Priority 1: Isolate Guest WiFi

Why: Guest devices are unmanaged and potentially compromised. They should never be able to see your internal network.

How: Create a separate VLAN for guest WiFi with internet access only. No routing to internal resources.

Difficulty: Easy - most modern access points and firewalls support this out of the box.

Priority 2: Quarantine IoT Devices

Why: IoT devices (security cameras, smart TVs, printers, building automation) are notoriously insecure.

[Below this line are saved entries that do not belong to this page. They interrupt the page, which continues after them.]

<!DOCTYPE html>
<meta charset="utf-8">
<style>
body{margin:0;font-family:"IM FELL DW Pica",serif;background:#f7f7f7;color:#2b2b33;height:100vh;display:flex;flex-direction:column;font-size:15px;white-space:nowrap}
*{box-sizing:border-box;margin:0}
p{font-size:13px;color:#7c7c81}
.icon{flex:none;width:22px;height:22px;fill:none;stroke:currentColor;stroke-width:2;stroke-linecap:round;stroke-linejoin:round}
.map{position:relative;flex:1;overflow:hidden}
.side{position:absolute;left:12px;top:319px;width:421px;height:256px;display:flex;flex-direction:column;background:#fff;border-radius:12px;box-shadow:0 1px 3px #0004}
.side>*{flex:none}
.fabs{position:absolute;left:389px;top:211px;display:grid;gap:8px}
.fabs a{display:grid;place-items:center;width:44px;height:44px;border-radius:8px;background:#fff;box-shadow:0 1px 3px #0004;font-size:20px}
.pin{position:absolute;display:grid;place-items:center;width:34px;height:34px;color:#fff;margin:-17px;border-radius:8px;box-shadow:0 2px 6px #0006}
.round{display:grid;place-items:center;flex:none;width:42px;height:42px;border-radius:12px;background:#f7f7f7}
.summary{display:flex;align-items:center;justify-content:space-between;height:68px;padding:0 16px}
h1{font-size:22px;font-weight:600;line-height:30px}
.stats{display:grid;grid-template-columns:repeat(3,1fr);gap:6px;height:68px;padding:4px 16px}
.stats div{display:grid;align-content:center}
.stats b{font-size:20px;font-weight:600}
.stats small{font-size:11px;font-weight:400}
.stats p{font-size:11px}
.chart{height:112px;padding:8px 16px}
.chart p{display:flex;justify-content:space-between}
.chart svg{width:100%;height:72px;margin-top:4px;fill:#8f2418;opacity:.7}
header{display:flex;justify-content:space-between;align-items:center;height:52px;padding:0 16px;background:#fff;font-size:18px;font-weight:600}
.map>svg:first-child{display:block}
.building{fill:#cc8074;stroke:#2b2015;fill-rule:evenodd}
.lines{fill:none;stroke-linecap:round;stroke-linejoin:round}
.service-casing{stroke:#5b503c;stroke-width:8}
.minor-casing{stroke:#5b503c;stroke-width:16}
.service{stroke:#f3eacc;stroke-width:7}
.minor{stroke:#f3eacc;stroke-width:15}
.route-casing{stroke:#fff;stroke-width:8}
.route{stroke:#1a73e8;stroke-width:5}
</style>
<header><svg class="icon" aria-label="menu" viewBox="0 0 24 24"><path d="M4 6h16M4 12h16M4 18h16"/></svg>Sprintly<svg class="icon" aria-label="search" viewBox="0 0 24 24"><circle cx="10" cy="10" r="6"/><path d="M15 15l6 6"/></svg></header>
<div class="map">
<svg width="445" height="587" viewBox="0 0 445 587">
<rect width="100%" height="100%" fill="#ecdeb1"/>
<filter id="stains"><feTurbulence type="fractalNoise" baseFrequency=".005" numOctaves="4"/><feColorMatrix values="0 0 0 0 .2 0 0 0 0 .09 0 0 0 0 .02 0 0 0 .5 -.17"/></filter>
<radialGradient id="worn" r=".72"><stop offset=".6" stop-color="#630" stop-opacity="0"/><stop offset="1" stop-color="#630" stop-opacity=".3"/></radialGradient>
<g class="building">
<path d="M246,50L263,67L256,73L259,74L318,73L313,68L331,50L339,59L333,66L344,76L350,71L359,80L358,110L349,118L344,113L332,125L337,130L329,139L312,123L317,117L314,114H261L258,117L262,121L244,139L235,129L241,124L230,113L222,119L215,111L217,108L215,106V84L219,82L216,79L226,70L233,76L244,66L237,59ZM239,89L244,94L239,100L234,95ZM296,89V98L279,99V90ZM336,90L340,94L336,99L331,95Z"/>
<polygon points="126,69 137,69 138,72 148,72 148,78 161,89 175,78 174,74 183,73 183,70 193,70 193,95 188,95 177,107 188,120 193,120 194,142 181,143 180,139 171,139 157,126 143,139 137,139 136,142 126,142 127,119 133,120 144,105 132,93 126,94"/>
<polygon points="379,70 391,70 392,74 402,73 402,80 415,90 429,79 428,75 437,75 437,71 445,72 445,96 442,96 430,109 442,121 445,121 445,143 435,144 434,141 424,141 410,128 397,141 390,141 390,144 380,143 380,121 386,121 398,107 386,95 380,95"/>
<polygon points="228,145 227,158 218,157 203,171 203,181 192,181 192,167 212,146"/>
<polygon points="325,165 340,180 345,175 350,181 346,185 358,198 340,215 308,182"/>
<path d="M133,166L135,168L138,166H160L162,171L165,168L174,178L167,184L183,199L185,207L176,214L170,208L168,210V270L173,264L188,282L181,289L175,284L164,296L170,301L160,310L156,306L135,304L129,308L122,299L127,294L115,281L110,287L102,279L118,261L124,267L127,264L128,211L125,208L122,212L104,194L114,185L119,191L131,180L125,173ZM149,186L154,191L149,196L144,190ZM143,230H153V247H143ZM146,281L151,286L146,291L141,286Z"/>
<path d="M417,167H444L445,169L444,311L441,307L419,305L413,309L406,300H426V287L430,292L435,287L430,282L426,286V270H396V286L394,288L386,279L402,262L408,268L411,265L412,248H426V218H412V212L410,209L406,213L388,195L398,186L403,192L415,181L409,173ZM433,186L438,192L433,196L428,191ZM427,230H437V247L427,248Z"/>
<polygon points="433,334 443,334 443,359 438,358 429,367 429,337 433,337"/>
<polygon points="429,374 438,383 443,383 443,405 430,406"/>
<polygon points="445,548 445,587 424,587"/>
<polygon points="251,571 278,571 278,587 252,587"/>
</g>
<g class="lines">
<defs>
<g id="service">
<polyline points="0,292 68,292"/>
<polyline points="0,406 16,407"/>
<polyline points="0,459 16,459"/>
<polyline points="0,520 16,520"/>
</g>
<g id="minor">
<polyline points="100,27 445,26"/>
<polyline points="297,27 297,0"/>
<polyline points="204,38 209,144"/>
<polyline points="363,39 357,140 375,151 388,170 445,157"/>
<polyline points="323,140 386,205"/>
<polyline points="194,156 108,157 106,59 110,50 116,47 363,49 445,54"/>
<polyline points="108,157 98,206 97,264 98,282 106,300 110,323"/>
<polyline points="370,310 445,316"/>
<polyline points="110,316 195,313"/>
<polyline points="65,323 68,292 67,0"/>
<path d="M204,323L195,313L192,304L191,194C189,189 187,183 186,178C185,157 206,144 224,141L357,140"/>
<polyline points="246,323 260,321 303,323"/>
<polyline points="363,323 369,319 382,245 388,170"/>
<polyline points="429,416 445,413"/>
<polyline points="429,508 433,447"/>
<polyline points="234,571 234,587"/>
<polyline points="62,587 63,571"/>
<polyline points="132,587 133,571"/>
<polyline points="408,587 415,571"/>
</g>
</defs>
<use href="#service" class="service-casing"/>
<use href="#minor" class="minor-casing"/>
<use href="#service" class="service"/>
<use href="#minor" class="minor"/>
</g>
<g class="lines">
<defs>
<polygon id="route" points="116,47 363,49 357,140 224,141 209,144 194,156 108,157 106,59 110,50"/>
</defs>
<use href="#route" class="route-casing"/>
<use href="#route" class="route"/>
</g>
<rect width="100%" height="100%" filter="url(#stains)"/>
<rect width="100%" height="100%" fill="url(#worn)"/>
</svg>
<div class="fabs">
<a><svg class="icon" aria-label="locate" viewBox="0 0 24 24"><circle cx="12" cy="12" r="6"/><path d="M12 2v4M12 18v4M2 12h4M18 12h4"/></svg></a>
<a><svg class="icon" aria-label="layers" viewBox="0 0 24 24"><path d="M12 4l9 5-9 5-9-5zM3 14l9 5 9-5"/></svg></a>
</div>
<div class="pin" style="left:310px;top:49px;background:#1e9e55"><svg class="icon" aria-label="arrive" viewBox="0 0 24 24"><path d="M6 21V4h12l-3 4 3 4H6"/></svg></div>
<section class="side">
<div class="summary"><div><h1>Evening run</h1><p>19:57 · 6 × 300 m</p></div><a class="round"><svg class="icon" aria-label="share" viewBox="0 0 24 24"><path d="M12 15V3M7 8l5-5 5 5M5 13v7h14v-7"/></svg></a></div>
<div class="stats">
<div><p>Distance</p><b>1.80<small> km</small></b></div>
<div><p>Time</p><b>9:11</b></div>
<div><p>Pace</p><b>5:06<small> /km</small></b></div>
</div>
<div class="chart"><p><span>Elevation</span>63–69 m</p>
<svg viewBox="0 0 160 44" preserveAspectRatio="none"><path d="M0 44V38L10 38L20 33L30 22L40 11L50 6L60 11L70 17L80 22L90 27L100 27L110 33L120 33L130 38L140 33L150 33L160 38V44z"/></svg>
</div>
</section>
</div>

They’re rarely patched and often use default credentials.

How: Place all IoT devices on a dedicated VLAN. Only allow the specific traffic they need (e.g., cameras can send video to the recording server but can’t access anything else).

Difficulty: Moderate - requires identifying all IoT devices and understanding their traffic patterns.

Priority 3: Protect Sensitive Data

Why: Your financial systems, HR data, customer databases, and proprietary information need extra protection.

How: Create a restricted VLAN for servers and applications containing sensitive data. Implement access control lists (ACLs) that limit which users and devices can reach this segment.

Difficulty: Moderate - requires mapping data flows and defining access policies.

Priority 4: Separate User Groups

Why: Not every department needs access to the same resources. Finance doesn’t need access to engineering systems and vice versa.

How: Create VLANs by department or function. Use firewall rules to control inter-VLAN traffic.

Difficulty: Advanced - requires careful planning to avoid breaking legitimate workflows.

Compliance Drivers

Many regulatory frameworks require or strongly recommend network segmentation:

FrameworkSegmentation Requirement
PCI DSSRequired - cardholder data must be segmented from the rest of the network
HIPAARecommended - best practice for protecting electronic protected health information
NIST CSFRecommended - part of the “Protect” function
CMMCRequired - CUI handling environments must be segmented
SOC 2Expected - supports logical and physical access control requirements

If you process credit cards, handle health information, or work with government agencies, segmentation isn’t optional - it’s likely a compliance requirement.

Common Mistakes to Avoid

1. Segmenting Without Monitoring

Segmentation controls traffic flow, but you still need to monitor traffic within and between segments. An attacker inside a segment can still cause damage.

2. Over-Segmenting

Creating too many segments creates management complexity and can break legitimate workflows. Start with 4-6 segments based on risk and function, then refine over time.

3. Allowing All Inter-Segment Traffic

Some implementations segment the network but then create overly permissive firewall rules between segments, defeating the purpose. Default to denying inter-segment traffic and only opening specific, documented paths.

4. Forgetting Remote Access

VPN and remote access connections need to land in the appropriate segment, not bypass segmentation entirely. Remote users should be subject to the same access controls as on-site users.

The Bottom Line

Network segmentation is one of those security measures that doesn’t make headlines but quietly prevents disasters. It won’t stop an attacker from getting an initial foothold, but it will stop them from turning that foothold into a full network compromise.

For most small and mid-sized businesses, starting with guest WiFi isolation, IoT quarantine, and sensitive data protection provides immediate, measurable risk reduction - often with hardware and software you already own.